◆ Activity
Word for word, restate every record, though not the pictures.

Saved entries
■ ■ ■

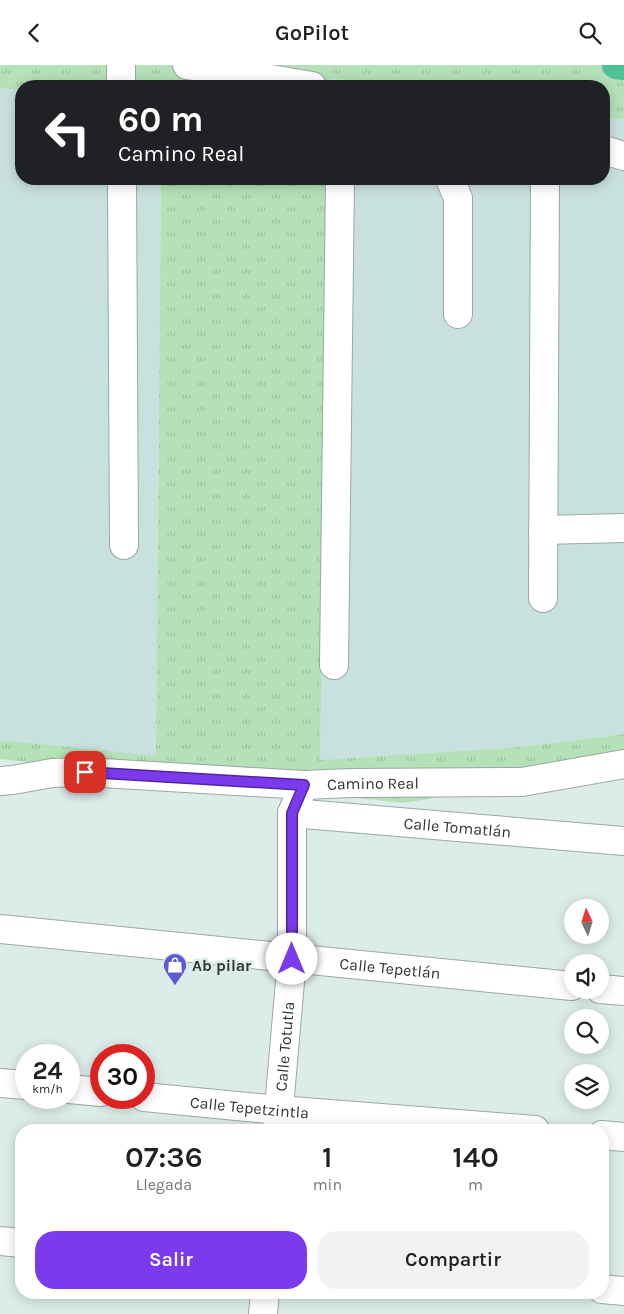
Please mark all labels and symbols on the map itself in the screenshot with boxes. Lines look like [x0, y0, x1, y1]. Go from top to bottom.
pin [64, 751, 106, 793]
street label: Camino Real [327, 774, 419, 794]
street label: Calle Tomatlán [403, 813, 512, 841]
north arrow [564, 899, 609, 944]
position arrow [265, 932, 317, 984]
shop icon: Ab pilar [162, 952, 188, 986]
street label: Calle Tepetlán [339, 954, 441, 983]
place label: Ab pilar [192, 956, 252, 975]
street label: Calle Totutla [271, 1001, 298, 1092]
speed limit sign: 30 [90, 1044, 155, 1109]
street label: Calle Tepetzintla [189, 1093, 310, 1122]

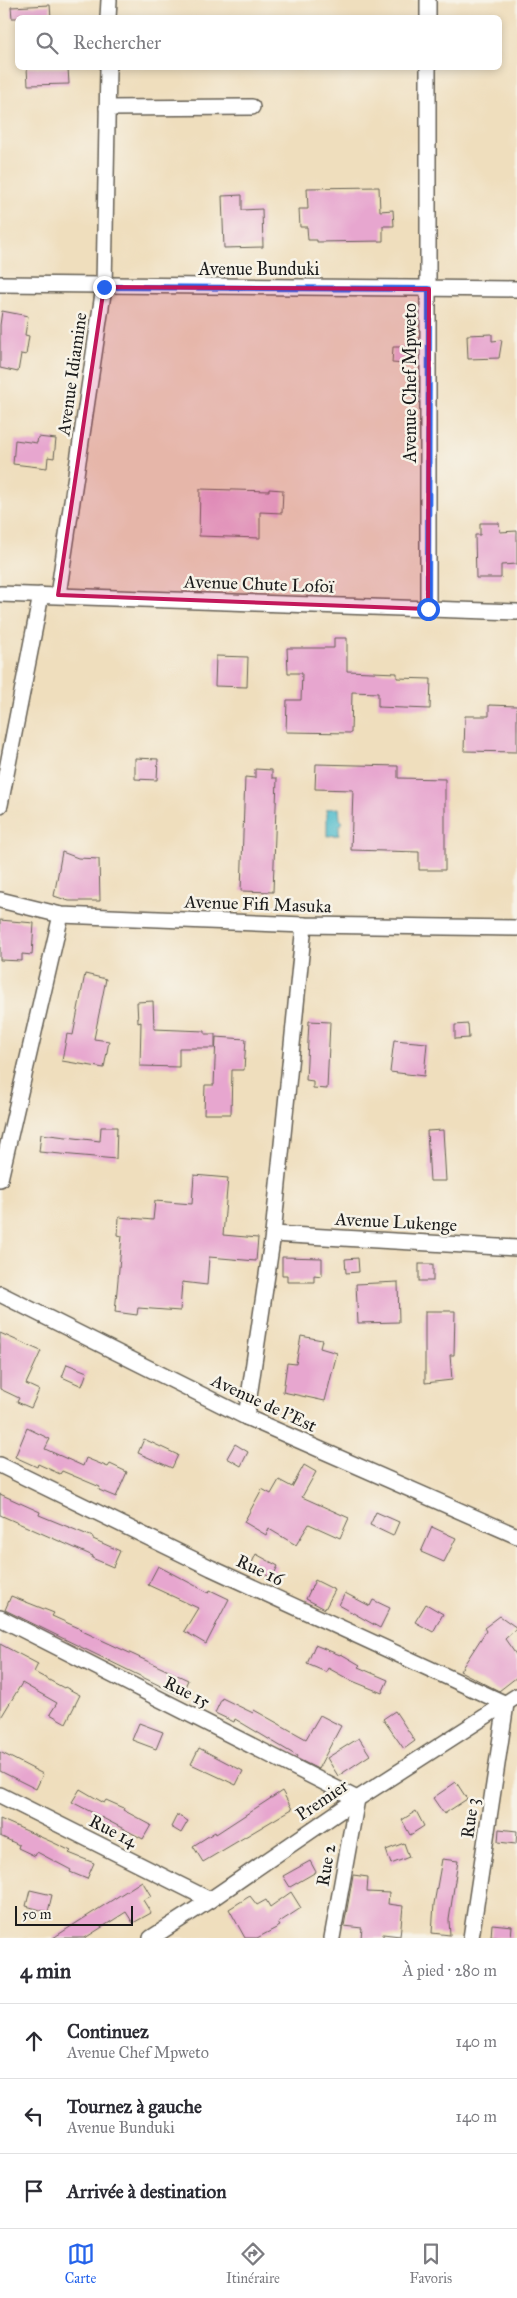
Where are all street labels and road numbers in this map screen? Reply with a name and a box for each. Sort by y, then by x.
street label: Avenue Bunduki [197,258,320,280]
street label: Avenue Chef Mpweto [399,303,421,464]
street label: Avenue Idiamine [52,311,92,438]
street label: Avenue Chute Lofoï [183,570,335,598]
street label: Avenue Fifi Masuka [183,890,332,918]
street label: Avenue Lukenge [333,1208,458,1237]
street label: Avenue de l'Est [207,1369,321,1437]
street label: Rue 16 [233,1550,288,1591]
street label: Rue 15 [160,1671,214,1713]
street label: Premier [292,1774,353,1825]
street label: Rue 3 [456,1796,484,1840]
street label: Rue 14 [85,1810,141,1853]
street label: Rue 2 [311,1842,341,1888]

■ ■ ■

◆ Written answer
Please mark all labels and symbols on the map itself in the screenshot with boxes. Lines look like [x0, y0, x1, y1]. Go from top to bottom.
pin [64, 751, 106, 793]
street label: Camino Real [327, 774, 419, 794]
street label: Calle Tomatlán [403, 813, 512, 841]
north arrow [564, 899, 609, 944]
position arrow [265, 932, 317, 984]
shop icon: Ab pilar [162, 952, 188, 986]
street label: Calle Tepetlán [339, 954, 441, 983]
place label: Ab pilar [192, 956, 252, 975]
street label: Calle Totutla [271, 1001, 298, 1092]
speed limit sign: 30 [90, 1044, 155, 1109]
street label: Calle Tepetzintla [189, 1093, 310, 1122]

Where are all street labels and road numbers in this map screen? Reply with a name and a box for each. Sort by y, then by x.
street label: Avenue Bunduki [197,258,320,280]
street label: Avenue Chef Mpweto [399,303,421,464]
street label: Avenue Idiamine [52,311,92,438]
street label: Avenue Chute Lofoï [183,570,335,598]
street label: Avenue Fifi Masuka [183,890,332,918]
street label: Avenue Lukenge [333,1208,458,1237]
street label: Avenue de l'Est [207,1369,321,1437]
street label: Rue 16 [233,1550,288,1591]
street label: Rue 15 [160,1671,214,1713]
street label: Premier [292,1774,353,1825]
street label: Rue 3 [456,1796,484,1840]
street label: Rue 14 [85,1810,141,1853]
street label: Rue 2 [311,1842,341,1888]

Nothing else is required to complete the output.